IN THE HIGH COURT OF JUDICATURE AT MADRAS DATED: 08.01.2008 CORAM: THE HONOURABLE MR.JUSTICE P.D.DINAKARAN AND THE HONOURABLE MR.JUSTICE R.REGUPATHI H.C.P.No.1638 of 2007 Madhu ... Petitioner vs. 1. The State of Tamil Nadu, rep. by its Secretary to Govt., Prohibition and Excise Dept., Fort St. George, Chennai-9. 2. The District Collector & District Magistrate, Krishnagiri District, Krishnagiri. ... Respondents PRAYER: Petition filed under Article 226 of the Constitution of India for issue of Writ of Habeas Corpus as stated therein. For Petitioner : M/s.R.Subadra Devi For Respondents: Mr.N.R.Elango Additional Public Prosecutor ORDER
(Order of this Court was made by P.D.DINAKARAN,J.)
The order of detention dated 27.10.2007, clamped on the detenu by name Thimmarayan, S/o.Lakshmanan, by the second respondent in S.C.No.33 of 2007, branding him as a Bootlegger under Section 3(1) of the Tamil Nadu Prevention of Dangerous Activities of Bootleggers, Drug Offenders, Forest Offenders, Goondas, Immoral Traffic Offenders, Sand Offenders, Slum Grabbers and Video Pirates Act, 1982 (Tamil Nadu Act 14 of 1982), is being challenged in this writ petition by the brother-in-law of the detenu.
2. On 12.10.2007 at 14.30 hours, when the Inspector of Police and his police party were on their routine raids, they found the detenu taking two lorry tubes from a bush. On seeing the police, the detenu attempted to escape, but he was arrested and the police secured the lorry tubes, which contained illicit arrack. A case was registered in Krishnagiri Town Police Station Cr.No.1378/2007 under Section 4(1)(aaa) r/w 4(1-A) of the Tamil Nadu Prohibition Act and the detenu was sent to judicial custody. Sample arrack was sent for chemical analysis and the Chemical Analyst has opined that the sample contained atropine, which is poisonous.
3. The detaining authority, taking note of the above ground case as well as three adverse cases of similar nature one on the file of same police station in Crime No.506/2007 and two on the file of Krishnagiri P.E.W. Crime Nos.1181/2007 and 1309/2007 and having arrived at the subjective satisfaction that there is a compelling necessity to detain the detenu in order to prevent her from indulging in the activities which are prejudicial to the maintenance of public order and public health, ordered his detention dubbing him as a Bootlegger.
4. The learned counsel for the petitioner challenges the impugned order of detention only on the ground of delay in considering the representation dated 15.11.2007 made on behalf of the detenu. Hence, we do not propose to go into other aspects of the case, as the said ground has to succeed.
5.1. Before delving into the issue relating to the delay as contended above, it would be apt to refer the law on the point.
5.2.Article 22(5) of the Constitution of India suggests that the obligation of the government is to offer the detenu an opportunity of making a representation against the order, before it is confirmed according to the procedure laid down under the relevant provisions of law, vide K.M. Abdulla Kunhi v. Union of India, (1991) 1 SCC 476 .

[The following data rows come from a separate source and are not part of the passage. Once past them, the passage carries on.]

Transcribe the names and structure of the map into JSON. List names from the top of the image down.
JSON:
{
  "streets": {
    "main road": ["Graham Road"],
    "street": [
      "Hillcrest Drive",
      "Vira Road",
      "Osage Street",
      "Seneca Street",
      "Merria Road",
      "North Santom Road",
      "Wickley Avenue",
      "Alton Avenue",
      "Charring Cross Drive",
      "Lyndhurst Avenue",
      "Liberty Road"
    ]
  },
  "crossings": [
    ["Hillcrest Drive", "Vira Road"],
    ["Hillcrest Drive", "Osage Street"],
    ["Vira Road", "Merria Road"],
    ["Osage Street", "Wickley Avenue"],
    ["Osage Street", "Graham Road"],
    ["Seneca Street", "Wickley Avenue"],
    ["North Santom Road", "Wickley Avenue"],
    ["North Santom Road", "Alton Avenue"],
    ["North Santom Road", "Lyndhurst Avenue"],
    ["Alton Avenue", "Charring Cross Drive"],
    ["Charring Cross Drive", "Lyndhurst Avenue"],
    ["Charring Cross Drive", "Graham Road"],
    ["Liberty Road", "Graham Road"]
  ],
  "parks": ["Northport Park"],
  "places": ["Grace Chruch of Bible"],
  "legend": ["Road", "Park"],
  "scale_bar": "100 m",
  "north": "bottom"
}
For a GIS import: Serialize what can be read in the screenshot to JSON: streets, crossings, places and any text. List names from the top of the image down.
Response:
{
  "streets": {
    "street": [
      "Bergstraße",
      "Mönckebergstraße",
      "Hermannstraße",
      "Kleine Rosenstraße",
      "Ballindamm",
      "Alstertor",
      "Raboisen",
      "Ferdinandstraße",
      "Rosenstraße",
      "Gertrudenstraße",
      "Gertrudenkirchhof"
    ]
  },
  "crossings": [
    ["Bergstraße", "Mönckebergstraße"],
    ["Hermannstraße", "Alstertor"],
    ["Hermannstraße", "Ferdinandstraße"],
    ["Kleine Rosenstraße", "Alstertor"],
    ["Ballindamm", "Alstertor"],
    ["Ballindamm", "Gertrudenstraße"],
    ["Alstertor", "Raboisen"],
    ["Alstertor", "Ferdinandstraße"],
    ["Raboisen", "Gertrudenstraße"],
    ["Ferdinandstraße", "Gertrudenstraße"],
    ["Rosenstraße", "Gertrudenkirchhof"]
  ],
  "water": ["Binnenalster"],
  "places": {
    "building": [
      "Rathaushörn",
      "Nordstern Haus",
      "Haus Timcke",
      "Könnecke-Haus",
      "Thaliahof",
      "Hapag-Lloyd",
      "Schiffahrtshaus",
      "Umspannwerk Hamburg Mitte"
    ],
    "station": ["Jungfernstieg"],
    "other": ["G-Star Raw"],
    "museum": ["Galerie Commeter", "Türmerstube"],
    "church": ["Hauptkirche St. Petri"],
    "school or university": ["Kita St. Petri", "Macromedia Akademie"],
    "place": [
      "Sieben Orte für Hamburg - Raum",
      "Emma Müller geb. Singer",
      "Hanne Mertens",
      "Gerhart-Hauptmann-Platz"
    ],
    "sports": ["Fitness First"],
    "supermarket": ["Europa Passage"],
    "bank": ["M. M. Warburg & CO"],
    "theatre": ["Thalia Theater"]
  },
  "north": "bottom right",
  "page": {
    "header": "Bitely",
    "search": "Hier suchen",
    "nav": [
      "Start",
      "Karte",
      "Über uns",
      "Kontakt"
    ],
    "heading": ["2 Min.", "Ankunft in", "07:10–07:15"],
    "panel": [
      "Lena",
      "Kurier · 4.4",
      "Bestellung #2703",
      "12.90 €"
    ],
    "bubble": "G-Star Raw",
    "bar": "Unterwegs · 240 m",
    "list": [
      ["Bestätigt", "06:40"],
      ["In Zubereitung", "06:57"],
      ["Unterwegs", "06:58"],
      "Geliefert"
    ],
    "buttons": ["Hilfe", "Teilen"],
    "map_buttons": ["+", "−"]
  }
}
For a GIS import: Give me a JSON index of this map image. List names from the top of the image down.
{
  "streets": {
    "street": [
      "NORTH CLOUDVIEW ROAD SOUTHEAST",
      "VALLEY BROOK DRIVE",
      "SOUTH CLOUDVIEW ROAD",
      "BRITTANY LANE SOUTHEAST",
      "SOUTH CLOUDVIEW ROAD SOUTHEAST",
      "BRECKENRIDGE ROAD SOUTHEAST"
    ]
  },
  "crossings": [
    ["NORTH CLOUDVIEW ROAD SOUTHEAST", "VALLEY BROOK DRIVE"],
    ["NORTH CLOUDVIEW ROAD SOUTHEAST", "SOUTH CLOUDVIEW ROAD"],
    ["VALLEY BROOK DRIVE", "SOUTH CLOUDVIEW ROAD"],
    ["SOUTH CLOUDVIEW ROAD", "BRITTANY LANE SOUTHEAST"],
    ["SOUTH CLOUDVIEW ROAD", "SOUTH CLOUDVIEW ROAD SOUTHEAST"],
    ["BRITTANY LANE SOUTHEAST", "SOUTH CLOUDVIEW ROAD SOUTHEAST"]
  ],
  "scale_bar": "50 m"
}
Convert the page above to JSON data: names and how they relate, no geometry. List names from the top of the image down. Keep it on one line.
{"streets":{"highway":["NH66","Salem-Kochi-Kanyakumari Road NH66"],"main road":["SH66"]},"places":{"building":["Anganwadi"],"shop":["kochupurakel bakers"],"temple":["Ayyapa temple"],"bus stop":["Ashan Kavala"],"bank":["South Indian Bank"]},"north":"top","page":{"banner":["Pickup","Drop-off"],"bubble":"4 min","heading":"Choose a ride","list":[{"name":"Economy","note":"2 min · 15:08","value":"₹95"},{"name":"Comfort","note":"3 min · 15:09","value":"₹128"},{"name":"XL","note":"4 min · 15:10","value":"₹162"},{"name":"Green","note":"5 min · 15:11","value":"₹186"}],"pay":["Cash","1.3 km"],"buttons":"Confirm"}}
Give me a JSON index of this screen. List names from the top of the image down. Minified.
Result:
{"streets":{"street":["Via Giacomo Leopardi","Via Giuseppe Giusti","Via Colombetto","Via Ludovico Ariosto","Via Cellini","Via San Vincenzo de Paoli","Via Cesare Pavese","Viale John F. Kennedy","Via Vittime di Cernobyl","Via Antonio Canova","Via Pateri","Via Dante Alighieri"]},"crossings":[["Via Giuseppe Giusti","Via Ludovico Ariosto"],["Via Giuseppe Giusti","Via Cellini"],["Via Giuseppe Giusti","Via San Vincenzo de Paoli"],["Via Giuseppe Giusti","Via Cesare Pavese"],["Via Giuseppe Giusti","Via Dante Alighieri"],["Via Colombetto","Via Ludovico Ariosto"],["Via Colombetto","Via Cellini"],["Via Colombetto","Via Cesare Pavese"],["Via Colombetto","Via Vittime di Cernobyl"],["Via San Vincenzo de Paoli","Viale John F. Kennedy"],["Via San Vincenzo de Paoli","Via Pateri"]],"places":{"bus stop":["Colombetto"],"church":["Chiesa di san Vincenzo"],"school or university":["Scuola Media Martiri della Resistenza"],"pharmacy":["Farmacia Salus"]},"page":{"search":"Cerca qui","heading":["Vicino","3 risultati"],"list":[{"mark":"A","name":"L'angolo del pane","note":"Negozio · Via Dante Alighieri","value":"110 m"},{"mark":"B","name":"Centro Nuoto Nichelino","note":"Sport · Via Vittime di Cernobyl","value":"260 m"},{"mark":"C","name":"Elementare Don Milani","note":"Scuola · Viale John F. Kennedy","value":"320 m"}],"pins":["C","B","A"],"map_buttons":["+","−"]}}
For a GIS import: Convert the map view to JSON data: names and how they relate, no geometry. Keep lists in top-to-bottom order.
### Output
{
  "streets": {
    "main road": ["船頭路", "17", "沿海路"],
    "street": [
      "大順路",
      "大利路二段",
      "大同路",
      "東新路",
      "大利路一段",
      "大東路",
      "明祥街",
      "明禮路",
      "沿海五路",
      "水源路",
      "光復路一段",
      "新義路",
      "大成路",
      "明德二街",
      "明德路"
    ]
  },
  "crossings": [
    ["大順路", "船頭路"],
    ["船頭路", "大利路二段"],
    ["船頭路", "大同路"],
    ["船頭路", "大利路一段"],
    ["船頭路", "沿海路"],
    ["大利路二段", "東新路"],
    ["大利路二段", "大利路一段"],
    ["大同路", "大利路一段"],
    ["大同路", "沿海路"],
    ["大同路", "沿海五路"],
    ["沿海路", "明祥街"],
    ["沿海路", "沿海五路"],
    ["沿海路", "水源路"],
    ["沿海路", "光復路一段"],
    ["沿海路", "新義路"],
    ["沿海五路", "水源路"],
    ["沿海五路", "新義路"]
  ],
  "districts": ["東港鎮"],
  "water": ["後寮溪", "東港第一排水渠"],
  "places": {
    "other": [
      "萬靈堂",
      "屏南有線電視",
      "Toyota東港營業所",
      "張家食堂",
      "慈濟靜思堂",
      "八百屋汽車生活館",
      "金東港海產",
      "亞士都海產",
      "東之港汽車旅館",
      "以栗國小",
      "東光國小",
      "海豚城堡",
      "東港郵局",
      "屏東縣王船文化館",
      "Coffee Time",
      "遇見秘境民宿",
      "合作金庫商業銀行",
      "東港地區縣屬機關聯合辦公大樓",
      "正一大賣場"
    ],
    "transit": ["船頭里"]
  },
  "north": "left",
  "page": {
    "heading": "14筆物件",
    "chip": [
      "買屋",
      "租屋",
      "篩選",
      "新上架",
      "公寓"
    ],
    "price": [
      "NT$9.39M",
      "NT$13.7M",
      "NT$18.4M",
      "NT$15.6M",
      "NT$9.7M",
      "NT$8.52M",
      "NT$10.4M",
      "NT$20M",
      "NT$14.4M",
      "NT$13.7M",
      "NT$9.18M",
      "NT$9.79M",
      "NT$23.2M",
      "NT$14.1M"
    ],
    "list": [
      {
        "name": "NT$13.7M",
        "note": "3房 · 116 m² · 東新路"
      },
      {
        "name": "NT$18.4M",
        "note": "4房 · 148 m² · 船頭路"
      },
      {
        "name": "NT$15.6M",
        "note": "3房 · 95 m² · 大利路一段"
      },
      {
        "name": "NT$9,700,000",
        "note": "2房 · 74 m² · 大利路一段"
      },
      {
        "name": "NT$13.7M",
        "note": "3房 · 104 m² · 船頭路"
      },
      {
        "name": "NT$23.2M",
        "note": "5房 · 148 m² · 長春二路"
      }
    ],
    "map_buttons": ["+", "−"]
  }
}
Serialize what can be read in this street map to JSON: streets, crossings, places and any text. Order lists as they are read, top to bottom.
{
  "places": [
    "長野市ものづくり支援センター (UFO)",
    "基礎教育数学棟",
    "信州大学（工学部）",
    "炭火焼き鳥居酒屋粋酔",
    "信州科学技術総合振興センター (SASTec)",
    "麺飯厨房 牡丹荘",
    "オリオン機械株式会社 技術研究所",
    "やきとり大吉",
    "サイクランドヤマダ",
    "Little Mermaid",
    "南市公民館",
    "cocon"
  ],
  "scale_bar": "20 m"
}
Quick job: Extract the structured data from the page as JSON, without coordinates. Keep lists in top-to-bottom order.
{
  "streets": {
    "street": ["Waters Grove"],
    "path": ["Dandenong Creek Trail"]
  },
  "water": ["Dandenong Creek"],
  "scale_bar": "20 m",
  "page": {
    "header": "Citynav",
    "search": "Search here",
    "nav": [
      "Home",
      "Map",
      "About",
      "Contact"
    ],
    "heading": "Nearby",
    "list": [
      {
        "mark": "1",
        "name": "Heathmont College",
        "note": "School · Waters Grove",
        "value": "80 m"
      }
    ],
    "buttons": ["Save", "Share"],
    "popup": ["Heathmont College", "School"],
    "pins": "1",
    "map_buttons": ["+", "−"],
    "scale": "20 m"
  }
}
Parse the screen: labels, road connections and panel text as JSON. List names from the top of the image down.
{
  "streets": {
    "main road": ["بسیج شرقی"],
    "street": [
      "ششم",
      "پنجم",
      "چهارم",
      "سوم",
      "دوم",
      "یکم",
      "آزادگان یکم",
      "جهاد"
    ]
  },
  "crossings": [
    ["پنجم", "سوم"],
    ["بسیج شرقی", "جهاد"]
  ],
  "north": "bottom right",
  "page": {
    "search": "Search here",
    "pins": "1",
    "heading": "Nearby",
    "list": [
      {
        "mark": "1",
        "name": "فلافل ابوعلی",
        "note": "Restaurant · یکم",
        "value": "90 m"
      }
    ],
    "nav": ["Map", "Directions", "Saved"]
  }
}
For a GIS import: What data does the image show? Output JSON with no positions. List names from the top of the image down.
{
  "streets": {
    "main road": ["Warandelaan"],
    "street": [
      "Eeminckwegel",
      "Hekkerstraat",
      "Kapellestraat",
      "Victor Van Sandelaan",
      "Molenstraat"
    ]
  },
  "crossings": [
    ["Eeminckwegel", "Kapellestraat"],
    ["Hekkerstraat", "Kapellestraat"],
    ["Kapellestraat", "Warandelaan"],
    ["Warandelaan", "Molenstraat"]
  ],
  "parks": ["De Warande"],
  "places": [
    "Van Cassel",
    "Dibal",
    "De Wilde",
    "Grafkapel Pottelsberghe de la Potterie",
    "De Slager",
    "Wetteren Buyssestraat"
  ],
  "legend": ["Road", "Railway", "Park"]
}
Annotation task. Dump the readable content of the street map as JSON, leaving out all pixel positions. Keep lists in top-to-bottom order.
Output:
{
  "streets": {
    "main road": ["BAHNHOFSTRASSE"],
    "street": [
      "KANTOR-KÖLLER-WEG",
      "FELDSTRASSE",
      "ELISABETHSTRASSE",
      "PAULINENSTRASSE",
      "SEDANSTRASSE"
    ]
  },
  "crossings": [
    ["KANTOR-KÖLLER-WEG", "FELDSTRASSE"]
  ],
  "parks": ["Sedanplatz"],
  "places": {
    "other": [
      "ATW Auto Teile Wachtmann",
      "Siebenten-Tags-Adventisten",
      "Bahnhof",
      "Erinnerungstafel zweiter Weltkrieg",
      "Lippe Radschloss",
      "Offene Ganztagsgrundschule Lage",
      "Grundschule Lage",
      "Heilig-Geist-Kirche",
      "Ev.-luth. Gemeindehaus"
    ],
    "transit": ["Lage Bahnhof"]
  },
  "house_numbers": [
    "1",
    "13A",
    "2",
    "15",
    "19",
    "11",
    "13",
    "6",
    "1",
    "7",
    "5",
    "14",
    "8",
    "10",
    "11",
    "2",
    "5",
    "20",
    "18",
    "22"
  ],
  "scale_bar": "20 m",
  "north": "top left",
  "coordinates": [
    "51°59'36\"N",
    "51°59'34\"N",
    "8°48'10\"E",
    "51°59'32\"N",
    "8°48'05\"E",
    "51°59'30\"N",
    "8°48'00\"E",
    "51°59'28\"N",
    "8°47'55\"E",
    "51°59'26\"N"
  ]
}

5.3.The right to representation under Article 22(5) of the Constitution of India includes right to expeditious disposal by the State Government. Expedition is the rule and delay defeats mandate of Article 22(5) of the Constitution of India, vide Ram Sukrya Mhatre v. R.D. Tyagi, 1992 Supp (3) SCC 65.
5.4.Any inordinate and unexplained delay on the part of the Government in considering the representation renders the detention illegal, vide Tara Chand v. State of Rajasthan, (1980) 2 SCC 321 and Raghavendra Singh v. Supdt., Distt. Jail, (1986) 1 SCC 650.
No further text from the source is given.